What is expected → Show, in full, each line of the data that contains "rotate".

----

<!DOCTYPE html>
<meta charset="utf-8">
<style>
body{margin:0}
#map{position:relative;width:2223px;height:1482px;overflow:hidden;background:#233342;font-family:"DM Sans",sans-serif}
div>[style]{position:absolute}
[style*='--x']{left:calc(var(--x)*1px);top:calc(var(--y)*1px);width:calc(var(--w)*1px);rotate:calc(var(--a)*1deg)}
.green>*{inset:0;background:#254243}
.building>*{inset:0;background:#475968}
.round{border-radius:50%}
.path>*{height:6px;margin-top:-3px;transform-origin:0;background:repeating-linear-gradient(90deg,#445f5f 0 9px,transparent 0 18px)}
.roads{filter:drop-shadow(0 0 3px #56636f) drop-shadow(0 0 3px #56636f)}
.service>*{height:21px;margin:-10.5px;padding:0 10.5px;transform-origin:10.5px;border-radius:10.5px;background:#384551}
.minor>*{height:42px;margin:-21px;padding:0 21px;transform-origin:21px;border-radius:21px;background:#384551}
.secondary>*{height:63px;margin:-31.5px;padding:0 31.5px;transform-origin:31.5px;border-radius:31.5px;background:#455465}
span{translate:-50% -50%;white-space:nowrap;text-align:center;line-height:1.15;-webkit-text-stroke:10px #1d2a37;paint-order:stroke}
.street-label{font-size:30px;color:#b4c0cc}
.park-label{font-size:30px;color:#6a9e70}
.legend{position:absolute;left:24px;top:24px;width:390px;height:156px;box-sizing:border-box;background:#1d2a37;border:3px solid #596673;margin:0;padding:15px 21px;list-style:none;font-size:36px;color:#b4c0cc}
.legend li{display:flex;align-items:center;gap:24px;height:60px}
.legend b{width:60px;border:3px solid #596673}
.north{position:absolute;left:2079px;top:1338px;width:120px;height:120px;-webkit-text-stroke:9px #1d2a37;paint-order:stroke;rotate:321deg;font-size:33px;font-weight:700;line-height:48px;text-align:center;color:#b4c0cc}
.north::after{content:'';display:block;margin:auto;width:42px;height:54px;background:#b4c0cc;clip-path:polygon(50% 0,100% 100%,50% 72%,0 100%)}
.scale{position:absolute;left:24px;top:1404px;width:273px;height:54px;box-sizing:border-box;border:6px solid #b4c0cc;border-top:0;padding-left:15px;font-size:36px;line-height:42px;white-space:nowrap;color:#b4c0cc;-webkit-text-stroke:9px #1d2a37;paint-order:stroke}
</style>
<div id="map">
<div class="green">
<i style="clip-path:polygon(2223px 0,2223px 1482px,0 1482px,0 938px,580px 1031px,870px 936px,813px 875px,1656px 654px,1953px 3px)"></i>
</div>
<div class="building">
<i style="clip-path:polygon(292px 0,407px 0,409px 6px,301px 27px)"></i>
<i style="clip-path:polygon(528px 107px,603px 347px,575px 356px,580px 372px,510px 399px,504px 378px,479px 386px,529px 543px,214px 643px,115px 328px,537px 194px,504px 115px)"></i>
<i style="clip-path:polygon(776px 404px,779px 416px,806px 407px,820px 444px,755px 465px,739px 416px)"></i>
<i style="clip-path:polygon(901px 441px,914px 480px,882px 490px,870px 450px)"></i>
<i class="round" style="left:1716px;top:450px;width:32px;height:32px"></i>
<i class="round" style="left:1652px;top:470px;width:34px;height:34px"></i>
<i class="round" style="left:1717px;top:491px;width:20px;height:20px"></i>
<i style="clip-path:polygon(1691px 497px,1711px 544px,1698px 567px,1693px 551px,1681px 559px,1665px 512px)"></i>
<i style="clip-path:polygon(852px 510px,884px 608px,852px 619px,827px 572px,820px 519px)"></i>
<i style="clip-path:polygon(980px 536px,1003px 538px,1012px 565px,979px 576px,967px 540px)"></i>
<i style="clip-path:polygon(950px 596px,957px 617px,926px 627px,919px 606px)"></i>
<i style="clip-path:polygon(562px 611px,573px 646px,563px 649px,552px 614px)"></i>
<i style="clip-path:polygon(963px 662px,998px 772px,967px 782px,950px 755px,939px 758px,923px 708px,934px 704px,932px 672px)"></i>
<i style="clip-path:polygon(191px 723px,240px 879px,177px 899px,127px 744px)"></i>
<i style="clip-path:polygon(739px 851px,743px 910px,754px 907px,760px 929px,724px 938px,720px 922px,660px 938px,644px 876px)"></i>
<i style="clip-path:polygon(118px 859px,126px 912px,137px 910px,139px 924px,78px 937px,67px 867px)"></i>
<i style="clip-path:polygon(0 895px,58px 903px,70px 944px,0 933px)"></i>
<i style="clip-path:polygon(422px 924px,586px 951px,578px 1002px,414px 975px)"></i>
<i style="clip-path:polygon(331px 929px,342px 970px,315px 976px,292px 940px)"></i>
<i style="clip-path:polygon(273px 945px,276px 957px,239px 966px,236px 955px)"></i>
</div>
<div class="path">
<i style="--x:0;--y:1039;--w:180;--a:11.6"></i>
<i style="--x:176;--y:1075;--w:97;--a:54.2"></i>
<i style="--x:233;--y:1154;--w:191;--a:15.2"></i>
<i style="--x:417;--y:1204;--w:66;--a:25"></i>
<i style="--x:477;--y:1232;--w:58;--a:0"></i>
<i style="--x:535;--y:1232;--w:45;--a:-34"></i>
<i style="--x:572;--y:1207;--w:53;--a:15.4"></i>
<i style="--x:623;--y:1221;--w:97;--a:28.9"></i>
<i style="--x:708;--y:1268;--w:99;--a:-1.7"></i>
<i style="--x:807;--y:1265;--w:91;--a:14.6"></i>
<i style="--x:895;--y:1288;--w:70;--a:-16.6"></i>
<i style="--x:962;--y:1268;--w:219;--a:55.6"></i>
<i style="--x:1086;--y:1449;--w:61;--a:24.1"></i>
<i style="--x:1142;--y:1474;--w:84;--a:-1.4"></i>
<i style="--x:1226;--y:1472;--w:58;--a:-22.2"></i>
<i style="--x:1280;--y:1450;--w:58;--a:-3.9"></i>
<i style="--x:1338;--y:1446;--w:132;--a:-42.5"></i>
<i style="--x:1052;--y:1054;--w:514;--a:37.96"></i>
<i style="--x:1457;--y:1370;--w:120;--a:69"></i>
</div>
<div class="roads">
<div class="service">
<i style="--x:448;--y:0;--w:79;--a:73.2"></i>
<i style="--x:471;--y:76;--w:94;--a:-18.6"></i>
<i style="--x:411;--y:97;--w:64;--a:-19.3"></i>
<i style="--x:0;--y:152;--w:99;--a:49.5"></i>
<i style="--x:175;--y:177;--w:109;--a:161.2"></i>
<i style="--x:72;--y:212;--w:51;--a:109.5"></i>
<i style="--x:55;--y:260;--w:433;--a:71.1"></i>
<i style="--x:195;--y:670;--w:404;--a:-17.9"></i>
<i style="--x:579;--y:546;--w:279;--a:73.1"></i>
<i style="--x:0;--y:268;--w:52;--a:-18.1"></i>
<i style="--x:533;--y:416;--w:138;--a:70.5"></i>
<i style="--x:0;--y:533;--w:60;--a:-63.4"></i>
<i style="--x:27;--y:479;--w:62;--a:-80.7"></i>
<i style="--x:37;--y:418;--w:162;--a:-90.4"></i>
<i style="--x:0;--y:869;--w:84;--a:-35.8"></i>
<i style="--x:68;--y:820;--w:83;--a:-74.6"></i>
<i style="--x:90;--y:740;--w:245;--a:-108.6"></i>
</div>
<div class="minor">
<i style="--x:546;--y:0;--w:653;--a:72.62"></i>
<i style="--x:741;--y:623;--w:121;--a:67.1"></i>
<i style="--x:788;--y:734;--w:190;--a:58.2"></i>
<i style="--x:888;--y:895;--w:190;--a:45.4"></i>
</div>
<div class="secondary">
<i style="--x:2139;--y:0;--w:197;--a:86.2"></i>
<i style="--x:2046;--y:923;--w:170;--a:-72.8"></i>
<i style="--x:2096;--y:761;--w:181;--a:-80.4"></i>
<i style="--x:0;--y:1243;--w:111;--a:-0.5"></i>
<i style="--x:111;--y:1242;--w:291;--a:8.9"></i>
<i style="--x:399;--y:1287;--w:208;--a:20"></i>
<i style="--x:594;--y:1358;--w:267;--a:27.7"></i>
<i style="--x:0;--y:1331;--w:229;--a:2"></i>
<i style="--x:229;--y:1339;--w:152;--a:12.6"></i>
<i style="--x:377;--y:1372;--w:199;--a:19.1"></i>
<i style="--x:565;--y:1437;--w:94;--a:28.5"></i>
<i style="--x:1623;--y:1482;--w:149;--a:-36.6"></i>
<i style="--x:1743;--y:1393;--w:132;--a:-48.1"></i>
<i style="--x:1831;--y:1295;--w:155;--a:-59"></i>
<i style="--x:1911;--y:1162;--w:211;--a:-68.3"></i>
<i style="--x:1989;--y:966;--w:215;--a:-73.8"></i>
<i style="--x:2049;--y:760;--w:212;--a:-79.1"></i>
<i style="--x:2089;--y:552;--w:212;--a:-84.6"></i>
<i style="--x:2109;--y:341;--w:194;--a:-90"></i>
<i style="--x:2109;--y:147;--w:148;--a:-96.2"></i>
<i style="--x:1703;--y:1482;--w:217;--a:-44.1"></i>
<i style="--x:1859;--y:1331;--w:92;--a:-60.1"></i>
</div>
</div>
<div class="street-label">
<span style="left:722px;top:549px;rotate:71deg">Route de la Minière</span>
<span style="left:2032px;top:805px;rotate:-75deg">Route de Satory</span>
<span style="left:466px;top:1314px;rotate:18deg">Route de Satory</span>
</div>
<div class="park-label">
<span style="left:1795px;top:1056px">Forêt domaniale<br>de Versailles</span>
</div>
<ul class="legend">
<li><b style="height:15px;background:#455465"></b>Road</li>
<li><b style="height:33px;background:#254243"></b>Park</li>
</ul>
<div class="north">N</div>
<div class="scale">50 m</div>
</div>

----

Task output →
[style*='--x']{left:calc(var(--x)*1px);top:calc(var(--y)*1px);width:calc(var(--w)*1px);rotate:calc(var(--a)*1deg)}
.north{position:absolute;left:2079px;top:1338px;width:120px;height:120px;-webkit-text-stroke:9px #1d2a37;paint-order:stroke;rotate:321deg;font-size:33px;font-weight:700;line-height:48px;text-align:center;color:#b4c0cc}
<span style="left:722px;top:549px;rotate:71deg">Route de la Minière</span>
<span style="left:2032px;top:805px;rotate:-75deg">Route de Satory</span>
<span style="left:466px;top:1314px;rotate:18deg">Route de Satory</span>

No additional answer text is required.